%%

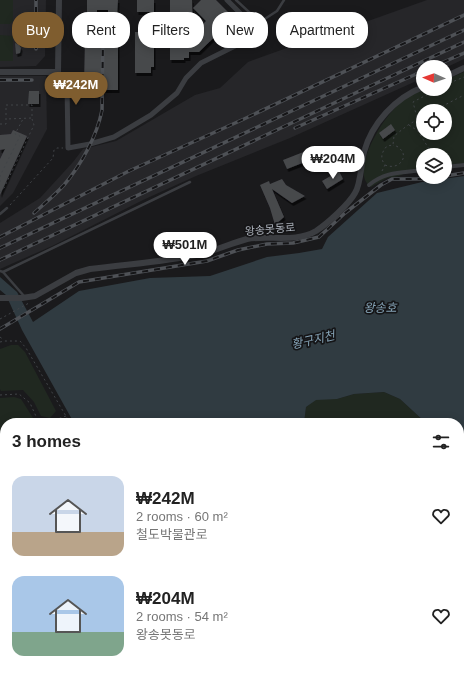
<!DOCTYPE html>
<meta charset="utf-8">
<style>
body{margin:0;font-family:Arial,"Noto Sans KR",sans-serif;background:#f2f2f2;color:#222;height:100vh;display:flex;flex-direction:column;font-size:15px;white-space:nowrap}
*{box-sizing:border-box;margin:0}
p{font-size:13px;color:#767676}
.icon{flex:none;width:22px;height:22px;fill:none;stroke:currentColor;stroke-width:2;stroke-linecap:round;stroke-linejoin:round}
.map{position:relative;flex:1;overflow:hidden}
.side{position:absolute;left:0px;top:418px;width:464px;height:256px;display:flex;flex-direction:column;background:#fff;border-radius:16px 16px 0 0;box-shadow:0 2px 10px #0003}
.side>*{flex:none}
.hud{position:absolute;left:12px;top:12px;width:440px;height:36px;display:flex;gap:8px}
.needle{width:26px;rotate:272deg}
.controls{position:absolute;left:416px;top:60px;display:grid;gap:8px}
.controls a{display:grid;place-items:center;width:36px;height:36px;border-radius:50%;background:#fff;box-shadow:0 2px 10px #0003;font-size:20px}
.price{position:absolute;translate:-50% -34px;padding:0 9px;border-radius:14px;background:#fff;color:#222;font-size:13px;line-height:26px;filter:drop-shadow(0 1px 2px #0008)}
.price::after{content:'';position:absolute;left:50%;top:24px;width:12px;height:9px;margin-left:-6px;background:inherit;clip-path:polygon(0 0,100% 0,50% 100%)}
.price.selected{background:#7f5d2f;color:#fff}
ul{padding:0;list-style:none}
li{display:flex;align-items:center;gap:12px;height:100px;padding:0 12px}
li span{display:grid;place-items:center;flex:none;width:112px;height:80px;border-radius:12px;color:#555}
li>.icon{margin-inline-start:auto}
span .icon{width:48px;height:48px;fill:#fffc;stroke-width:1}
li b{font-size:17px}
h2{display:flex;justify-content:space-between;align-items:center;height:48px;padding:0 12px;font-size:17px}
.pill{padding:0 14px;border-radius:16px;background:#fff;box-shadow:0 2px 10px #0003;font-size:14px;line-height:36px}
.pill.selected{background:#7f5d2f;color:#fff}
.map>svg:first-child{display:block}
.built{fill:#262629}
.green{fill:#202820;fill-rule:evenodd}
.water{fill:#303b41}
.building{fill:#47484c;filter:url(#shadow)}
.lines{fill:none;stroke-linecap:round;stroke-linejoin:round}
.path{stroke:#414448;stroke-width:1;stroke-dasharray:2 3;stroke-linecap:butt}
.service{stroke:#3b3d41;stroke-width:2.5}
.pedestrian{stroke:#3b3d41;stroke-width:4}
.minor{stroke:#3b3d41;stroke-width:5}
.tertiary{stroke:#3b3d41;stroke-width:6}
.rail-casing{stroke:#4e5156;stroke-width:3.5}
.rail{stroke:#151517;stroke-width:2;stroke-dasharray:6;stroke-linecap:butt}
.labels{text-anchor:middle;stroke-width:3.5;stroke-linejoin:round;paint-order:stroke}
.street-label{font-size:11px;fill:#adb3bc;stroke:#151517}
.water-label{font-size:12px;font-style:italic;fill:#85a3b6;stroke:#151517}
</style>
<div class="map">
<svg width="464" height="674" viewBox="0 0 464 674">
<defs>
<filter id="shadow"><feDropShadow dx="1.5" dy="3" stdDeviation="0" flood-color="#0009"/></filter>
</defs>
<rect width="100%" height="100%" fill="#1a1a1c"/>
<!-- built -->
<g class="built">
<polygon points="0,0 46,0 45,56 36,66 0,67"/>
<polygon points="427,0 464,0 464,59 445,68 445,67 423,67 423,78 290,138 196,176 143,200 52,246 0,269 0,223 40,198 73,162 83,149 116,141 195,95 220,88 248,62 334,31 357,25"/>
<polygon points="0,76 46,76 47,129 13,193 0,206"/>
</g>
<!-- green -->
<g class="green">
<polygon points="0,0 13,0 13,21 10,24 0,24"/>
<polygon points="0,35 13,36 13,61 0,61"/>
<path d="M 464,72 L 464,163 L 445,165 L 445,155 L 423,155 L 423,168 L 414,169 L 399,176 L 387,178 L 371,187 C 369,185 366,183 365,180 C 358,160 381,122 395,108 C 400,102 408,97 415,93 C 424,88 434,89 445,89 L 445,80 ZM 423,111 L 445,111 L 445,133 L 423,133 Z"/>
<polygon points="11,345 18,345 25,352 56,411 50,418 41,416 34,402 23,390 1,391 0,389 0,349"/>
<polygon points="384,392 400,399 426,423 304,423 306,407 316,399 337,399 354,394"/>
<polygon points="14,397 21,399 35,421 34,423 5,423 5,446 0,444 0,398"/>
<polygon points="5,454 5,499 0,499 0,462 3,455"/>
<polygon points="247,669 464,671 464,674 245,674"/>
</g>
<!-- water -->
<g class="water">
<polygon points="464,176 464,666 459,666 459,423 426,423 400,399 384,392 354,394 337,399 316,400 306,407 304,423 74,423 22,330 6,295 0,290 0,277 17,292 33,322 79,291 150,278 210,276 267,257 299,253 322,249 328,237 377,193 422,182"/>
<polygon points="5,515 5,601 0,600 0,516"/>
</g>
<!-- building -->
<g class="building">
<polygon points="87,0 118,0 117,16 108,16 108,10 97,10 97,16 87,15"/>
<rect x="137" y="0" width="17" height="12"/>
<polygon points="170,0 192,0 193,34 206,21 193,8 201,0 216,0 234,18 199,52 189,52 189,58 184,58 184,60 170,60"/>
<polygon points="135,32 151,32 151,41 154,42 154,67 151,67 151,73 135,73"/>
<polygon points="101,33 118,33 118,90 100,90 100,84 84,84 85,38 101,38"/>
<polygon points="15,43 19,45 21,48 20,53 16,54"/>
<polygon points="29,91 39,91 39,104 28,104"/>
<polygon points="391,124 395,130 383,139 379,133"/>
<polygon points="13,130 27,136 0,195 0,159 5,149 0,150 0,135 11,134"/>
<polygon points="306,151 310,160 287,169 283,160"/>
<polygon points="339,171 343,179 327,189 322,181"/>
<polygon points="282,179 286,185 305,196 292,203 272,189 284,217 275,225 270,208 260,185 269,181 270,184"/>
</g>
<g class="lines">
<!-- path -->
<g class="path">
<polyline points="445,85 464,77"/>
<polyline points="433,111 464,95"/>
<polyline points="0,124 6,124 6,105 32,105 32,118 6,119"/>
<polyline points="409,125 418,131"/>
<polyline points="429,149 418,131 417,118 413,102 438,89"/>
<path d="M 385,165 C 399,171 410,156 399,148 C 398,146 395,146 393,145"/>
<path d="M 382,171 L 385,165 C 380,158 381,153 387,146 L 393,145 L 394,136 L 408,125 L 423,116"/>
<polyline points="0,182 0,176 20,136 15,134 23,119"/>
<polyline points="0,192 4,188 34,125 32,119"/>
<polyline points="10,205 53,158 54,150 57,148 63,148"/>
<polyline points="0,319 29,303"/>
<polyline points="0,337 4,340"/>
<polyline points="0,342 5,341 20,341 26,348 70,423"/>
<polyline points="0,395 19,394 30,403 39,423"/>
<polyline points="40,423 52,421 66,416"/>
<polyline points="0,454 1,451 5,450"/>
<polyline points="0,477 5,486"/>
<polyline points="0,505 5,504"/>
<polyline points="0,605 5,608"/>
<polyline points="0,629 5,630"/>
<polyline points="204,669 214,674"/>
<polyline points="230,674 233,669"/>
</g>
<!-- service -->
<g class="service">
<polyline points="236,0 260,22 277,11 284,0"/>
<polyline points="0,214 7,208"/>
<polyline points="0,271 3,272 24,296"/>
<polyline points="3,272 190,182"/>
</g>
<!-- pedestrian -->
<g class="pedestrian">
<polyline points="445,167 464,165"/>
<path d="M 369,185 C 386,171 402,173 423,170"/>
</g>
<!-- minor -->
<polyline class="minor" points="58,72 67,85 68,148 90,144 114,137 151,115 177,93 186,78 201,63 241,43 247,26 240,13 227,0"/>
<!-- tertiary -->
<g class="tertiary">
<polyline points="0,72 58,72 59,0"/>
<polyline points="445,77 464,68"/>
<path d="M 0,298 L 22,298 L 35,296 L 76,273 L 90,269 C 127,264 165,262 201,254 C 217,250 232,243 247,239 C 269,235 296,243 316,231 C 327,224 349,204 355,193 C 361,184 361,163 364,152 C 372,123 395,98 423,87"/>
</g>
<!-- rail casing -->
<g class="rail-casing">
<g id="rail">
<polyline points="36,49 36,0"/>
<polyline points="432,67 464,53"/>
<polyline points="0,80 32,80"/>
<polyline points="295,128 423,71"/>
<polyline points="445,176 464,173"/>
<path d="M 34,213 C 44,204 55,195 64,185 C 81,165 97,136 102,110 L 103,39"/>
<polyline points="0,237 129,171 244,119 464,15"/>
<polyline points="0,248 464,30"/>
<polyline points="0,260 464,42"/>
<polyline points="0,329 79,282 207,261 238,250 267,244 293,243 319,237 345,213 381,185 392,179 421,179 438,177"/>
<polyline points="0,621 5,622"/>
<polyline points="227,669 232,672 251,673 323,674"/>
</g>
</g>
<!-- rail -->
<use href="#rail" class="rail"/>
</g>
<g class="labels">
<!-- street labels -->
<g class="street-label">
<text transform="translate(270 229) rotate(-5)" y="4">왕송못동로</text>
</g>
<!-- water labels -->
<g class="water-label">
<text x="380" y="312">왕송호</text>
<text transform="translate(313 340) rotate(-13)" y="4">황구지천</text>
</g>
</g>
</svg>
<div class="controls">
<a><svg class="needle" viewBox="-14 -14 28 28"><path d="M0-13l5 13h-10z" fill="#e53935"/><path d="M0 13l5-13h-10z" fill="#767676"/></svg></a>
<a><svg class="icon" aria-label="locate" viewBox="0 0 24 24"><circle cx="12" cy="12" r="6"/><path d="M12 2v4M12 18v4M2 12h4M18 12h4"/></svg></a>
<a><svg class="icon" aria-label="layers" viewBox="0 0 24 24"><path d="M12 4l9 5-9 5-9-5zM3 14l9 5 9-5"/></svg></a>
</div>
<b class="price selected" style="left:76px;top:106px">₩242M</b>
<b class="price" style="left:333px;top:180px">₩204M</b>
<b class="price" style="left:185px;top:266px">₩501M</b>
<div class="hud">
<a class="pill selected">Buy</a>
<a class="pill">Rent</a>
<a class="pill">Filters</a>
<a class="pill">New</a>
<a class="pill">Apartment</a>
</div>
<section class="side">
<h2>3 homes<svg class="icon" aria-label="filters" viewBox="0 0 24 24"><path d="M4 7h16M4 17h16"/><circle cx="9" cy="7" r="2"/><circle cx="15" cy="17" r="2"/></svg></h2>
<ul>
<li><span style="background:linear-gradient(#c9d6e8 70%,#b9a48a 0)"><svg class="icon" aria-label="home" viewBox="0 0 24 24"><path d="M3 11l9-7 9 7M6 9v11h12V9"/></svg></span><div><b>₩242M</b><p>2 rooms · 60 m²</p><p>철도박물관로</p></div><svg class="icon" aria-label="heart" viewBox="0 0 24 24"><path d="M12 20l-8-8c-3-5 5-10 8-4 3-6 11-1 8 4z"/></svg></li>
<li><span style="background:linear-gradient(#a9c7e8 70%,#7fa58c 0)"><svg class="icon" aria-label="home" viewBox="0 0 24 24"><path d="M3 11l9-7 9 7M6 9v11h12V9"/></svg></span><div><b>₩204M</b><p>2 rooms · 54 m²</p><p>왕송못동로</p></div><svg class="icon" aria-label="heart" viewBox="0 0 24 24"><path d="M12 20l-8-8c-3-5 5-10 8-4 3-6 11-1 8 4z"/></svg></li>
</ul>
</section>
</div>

%%

• [The problem] How many lines of the listing contain the word "absolute"? Reply with only the number.

• [Result of the task] 5